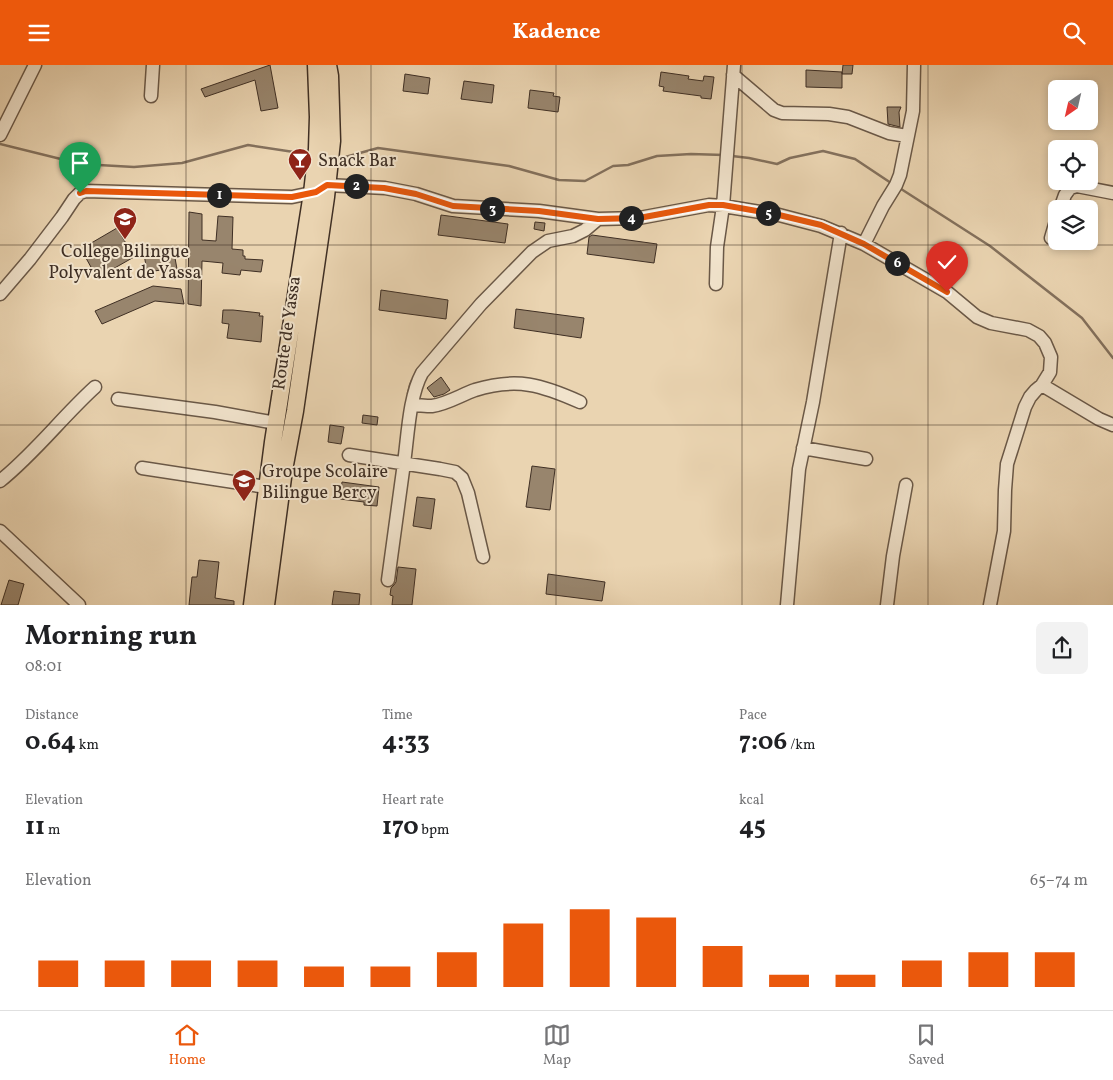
<!DOCTYPE html>
<html lang="en">
<head>
<meta charset="utf-8">
<style>
  body { margin:0; font-family:Vollkorn,serif; background:#f2f2f2; color:#202124; height:100vh; display:flex; flex-direction:column; font-size:19px; white-space:nowrap }
  * { box-sizing:border-box; margin:0 }
  p { font-size:16px; color:#757577 }
  .icon { flex:none; width:28px; height:28px; fill:none; stroke:currentColor; stroke-width:2; stroke-linecap:round; stroke-linejoin:round }
  .map { position:relative; height:540px; overflow:hidden }
  .details { display:flex; flex-direction:column; background:#fff; flex:1 }
  .details>* { flex:none }
  .needle { width:32px; rotate:214deg }
  .fabs { position:absolute; left:1048px; top:15px; display:grid; gap:10px }
  .fabs a { display:grid; place-items:center; width:50px; height:50px; border-radius:8px; background:#fff; box-shadow:0 2px 8px #0003; font-size:25px }
  .pin { position:absolute; display:grid; place-items:center; width:42px; height:42px; color:#fff; margin:-51px -21px; border-radius:50% 50% 50% 0; rotate:-45deg; box-shadow:0 0 5px #0007 }
  .pin .icon { rotate:45deg }
  .km { position:absolute; width:25px; height:25px; margin:-12px; border-radius:50%; background:#222; color:#fff; font-size:14px; line-height:25px; text-align:center }
  .round { display:grid; place-items:center; flex:none; width:52px; height:52px; border-radius:8px; background:#f2f2f2 }
  .summary { display:flex; align-items:center; justify-content:space-between; height:85px; padding:0 25px }
  h1 { font-size:28px; font-weight:700; line-height:38px }
  .figures { display:grid; grid-template-columns:repeat(3,1fr); gap:8px; height:85px; padding:5px 25px }
  .figures div { display:grid; align-content:center }
  .figures b { font-size:25px; font-weight:700 }
  .figures small { font-size:14px; font-weight:400 }
  .figures p { font-size:14px }
  .chart { height:140px; padding:10px 25px }
  .chart p { display:flex; justify-content:space-between }
  .chart svg { width:100%; height:90px; margin-top:5px; stroke:#ea580c; stroke-width:6 }
  header { display:flex; justify-content:space-between; align-items:center; height:65px; padding:0 25px; background:#ea580c; color:#fff; font-size:22px; font-weight:700 }
  .dock { display:flex; justify-content:space-around; align-items:center; height:70px; border-top:1px solid #e0e0e0; background:#fff; font-size:14px; color:#757577 }
  .dock a { display:grid; justify-items:center; gap:2px }
  .dock .current { color:#ea580c }
  .map>svg:first-child { display:block }
</style>
</head>
<body>
<header><svg class="icon" aria-label="menu" viewBox="0 0 24 24"><path d="M4 6h16M4 12h16M4 18h16"/></svg>Kadence<svg class="icon" aria-label="search" viewBox="0 0 24 24"><circle cx="10" cy="10" r="6"/><path d="M15 15l6 6"/></svg></header>
<div class="map">
<svg width="1113" height="540" viewBox="0 0 1113 540">
  <rect width="100%" height="100%" fill="#ead4b1"/>
  <filter id="stains"><feTurbulence type="fractalNoise" baseFrequency=".004" numOctaves="4"/><feColorMatrix values="0 0 0 0 .2 0 0 0 0 .09 0 0 0 0 .02 0 0 0 .5 -.17"/></filter>
  <radialGradient id="worn" r=".72"><stop offset=".6" stop-color="#630" stop-opacity="0"/><stop offset="1" stop-color="#630" stop-opacity=".3"/></radialGradient>
  <g fill="none" stroke-linecap="round" stroke-linejoin="round">
    <path stroke="#83705c" stroke-width="2.5" d="M0,79l81,20 53,3 48,-4 66,-18 59,9
      M732,91l17,2 28,6 13,-6 33,-7 32,8 36,24
      M338,94l40,-11 131,18 50,14 26,1 28,-15 15,-1 29,-9 34,-2 33,1
      M898,122l92,59 92,72 31,40
      M408,328l2,-8 2,-5"/>
  </g>
  <path fill="#98856d" stroke="#3f2f24" d="M270,0l8,43 -17,3 -6,-31 -50,17 -4,-8z
    M843,0h10l-1,9h-10z
    M806,5l36,2v16l-36,-1z
    M661,7l28,4 -1,3 15,2 1,-5 10,1 -3,22 -10,-1v-2l-38,-5 1,-4 -5,-1z
    M405,9l25,4 -2,16 -25,-3z
    M464,16l30,4 -2,18 -31,-4z
    M530,25l24,3 -1,3 7,1 -2,15 -30,-4z
    M887,42h14l-2,5 1,15 -12,-3z
    M189,147l13,2v26l14,1 2,-25 15,1 -1,32 11,1v6h2v3l18,1 -2,12 -20,-2 -1,5 -18,-2 1,-10 -21,-2 -1,45 -13,-2z
    M441,150l67,9 -3,19 -67,-8z
    M535,157l10,1 -1,8 -10,-2z
    M117,163l17,29 -37,21 -16,-29z
    M592,170l65,9 -3,19 -67,-9 2,-17z
    M173,182l4,22 -16,3v-2l-14,2 -3,-18 15,-3v-2z
    M153,221l28,3 3,15 -29,-3 -53,23 -7,-13z
    M381,225l67,10 -2,19 -67,-9z
    M516,244l68,9 -3,20 -67,-10z
    M223,245h10l27,3 -1,3h4l-2,26 -34,-4 2,-14 -7,-1z
    M441,312l9,13 -6,4 -10,3 -7,-9z
    M363,350l15,2 -1,8 -15,-2z
    M330,360l14,2 -3,17 -13,-2z
    M532,401l23,3 -5,41 -24,-3z
    M342,417l37,5 -2,19 -13,-1v-3l-24,-3z
    M417,432l18,2 -4,30 -18,-3z
    M199,495l20,2 -4,36 19,3v4h-45l3,-28h5z
    M398,502l18,2 -4,36h-20l1,-9 -3,-1 1,-7 3,-3 2,-3z
    M548,509l57,8 -3,19 -56,-7z
    M9,515l15,4 -6,21h-17z
    M334,526l26,3 -1,11h-27z"/>
  <g fill="none" stroke-linecap="round" stroke-linejoin="round">
    <g stroke="#6a5847" stroke-width="15">
      <path id="minor" d="M733,10l41,35 8,3 47,1 19,3 41,16 18,3
        M151,31l2,-31
        M0,70l35,-70
        M1060,144l5,-14 5,-7 7,-2 36,7
        M1051,173l5,-17
        M864,179l19,-38 13,-21 4,-10 13,-64 1,-46
        M716,219l1,-37 6,-41 11,-141
        M0,229l30,-35 32,-42 12,-18 6,-6 6,-2 206,6 24,-5 11,-7 58,3 31,6 37,12 86,5 59,8 41,-1 70,-13 14,1 56,9 42,11 43,18 83,48 30,25 14,6 37,7 11,6 6,7 6,14 -1,15 -8,13 -6,5 -6,7 -5,10 -18,57 -2,26 -1,41 -14,74
        M1042,320l57,34 14,6
        M118,334l97,13 61,11
        M412,340c6,0 13,1 20,1 15,-2 29,-11 43,-16 42,-13 67,-5 105,12
        M803,383l63,11
        M349,390l91,14 15,3 7,6 6,15 15,64
        M142,403l124,19
        M0,416c35,-28 62,-64 95,-94
        M0,466l79,74
        M388,515c5,-39 11,-78 16,-117 4,-28 5,-66 18,-90l59,-69 51,-52 16,-11 25,-5 12,-6 13,-11
        M787,540l12,-136 14,-67 28,-169
        M887,540l6,-49 13,-71"/>
    </g>
    <g stroke="#3f2f24" stroke-width="19">
      <path id="major" d="M252,540l21,-163 39,-249 5,-44 1,-32 -2,-52
        M266,540l18,-135 11,-59 31,-214 6,-56 -2,-65 -2,-11"/>
    </g>
    <use href="#minor" stroke="#f1e3cc" stroke-width="12"/>
    <use href="#major" stroke="#ead4b1" stroke-width="16"/>
  </g>
  <g fill="none" stroke-linecap="round" stroke-linejoin="round">
    <g stroke="#fff" stroke-width="10">
      <path id="route" d="M80,128l6,-2 206,6 24,-5 11,-7 57,3 32,6 37,12 86,5 59,8 41,-1 70,-13h14l56,10 42,10 43,19 83,48"/>
    </g>
    <use href="#route" stroke="#ea580c" stroke-width="6"/>
  </g>
  <path fill="none" stroke="#3f2f24" stroke-width="1" stroke-opacity="0.55" d="M186,0v540M371,0v540M556,0v540M742,0v540M928,0v540M0,180h1113M0,360h1113"/>
  <defs>
    <g id="bar-pin" transform="scale(1.25)"><path d="M0 17L-7.5 6A9.5 9.5 0 1 1 7.5 6Z" fill="#8f2418" stroke="#f1e3cc"/><path d="M-6-5H6L.8 .8V4.5H3.5V6h-7V4.5H-.8V.8Z" fill="#fff"/></g>
    <g id="school-pin" transform="scale(1.25)"><path d="M0 17L-7.5 6A9.5 9.5 0 1 1 7.5 6Z" fill="#8f2418" stroke="#f1e3cc"/><path d="M0-5L7-2L0 1L-7-2ZM-4 1L0 2.5L4 1V4Q0 6-4 4Z" fill="#fff"/></g>
  </defs>
  <g fill-rule="evenodd">
    <use href="#bar-pin" x="300" y="95"/>
    <use href="#school-pin" x="125" y="154"/>
    <use href="#school-pin" x="244" y="416"/>
  </g>
  <g text-anchor="middle" stroke-width="4" stroke-linejoin="round" paint-order="stroke">
    <g font-size="18" fill="#3f2f24" stroke="#f1e3cc" text-anchor="start">
      <text x="318" y="101">Snack Bar</text>
      <text x="125" y="192" text-anchor="middle">College Bilingue<tspan x="125" dy="21">Polyvalent de Yassa</tspan></text>
      <text x="262" y="412">Groupe Scolaire<tspan x="262" dy="21">Bilingue Bercy</tspan></text>
    </g>
    <g font-size="18" fill="#3f2f24" stroke="#f1e3cc">
      <text transform="translate(286 268) rotate(-82)" y="6">Route de Yassa</text>
    </g>
  </g>
  <rect width="100%" height="100%" filter="url(#stains)"/>
  <rect width="100%" height="100%" fill="url(#worn)"/>
</svg>
<div class="fabs">
<a><svg class="needle" viewBox="-14 -14 28 28"><path d="M0-13l5 13h-10z" fill="#e53935"/><path d="M0 13l5-13h-10z" fill="#757577"/></svg></a>
<a><svg class="icon" aria-label="locate" viewBox="0 0 24 24"><circle cx="12" cy="12" r="6"/><path d="M12 2v4M12 18v4M2 12h4M18 12h4"/></svg></a>
<a><svg class="icon" aria-label="layers" viewBox="0 0 24 24"><path d="M12 4l9 5-9 5-9-5zM3 14l9 5 9-5"/></svg></a>
</div>
<div class="pin" style="left:80px;top:128px;background:#1e9e55"><svg class="icon" aria-label="arrive" viewBox="0 0 24 24"><path d="M6 21V4h12l-3 4 3 4H6"/></svg></div>
<div class="pin" style="left:947px;top:227px;background:#d93025"><svg class="icon" aria-label="check" viewBox="0 0 24 24"><path d="M5 12l5 5 9-10"/></svg></div>
<b class="km" style="left:219px;top:130px">1</b>
<b class="km" style="left:356px;top:121px">2</b>
<b class="km" style="left:492px;top:144px">3</b>
<b class="km" style="left:631px;top:153px">4</b>
<b class="km" style="left:768px;top:148px">5</b>
<b class="km" style="left:897px;top:198px">6</b>
</div>
<section class="details">
<div class="summary"><div><h1>Morning run</h1><p>08:01</p></div><a class="round"><svg class="icon" aria-label="share" viewBox="0 0 24 24"><path d="M12 15V3M7 8l5-5 5 5M5 13v7h14v-7"/></svg></a></div>
<div class="figures">
<div><p>Distance</p><b>0.64<small> km</small></b></div>
<div><p>Time</p><b>4:33</b></div>
<div><p>Pace</p><b>7:06<small> /km</small></b></div>
</div>
<div class="figures">
<div><p>Elevation</p><b>11<small> m</small></b></div>
<div><p>Heart rate</p><b>170<small> bpm</small></b></div>
<div><p>kcal</p><b>45</b></div>
</div>
<div class="chart"><p><span>Elevation</span>65–74 m</p>
<svg viewBox="0 0 160 44" preserveAspectRatio="none"><path d="M5 44V31M15 44V31M25 44V31M35 44V31M45 44V34M55 44V34M65 44V27M75 44V13M85 44V6M95 44V10M105 44V24M115 44V38M125 44V38M135 44V31M145 44V27M155 44V27"/></svg>
</div>
</section>
<nav class="dock">
<a class="current"><svg class="icon" aria-label="home" viewBox="0 0 24 24"><path d="M3 11l9-7 9 7M6 9v11h12V9"/></svg>Home</a>
<a><svg class="icon" aria-label="map" viewBox="0 0 24 24"><path d="M3 6l6-2 6 2 6-2v14l-6 2-6-2-6 2zM9 4v14M15 6v14"/></svg>Map</a>
<a><svg class="icon" aria-label="saved" viewBox="0 0 24 24"><path d="M7 4h10v16l-5-4-5 4z"/></svg>Saved</a>
</nav>
</body>
</html>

• **What you should do**: Return each line from the entries above that includes "Bilingue".

• **Exercise solution**:
      <text x="125" y="192" text-anchor="middle">College Bilingue<tspan x="125" dy="21">Polyvalent de Yassa</tspan></text>
      <text x="262" y="412">Groupe Scolaire<tspan x="262" dy="21">Bilingue Bercy</tspan></text>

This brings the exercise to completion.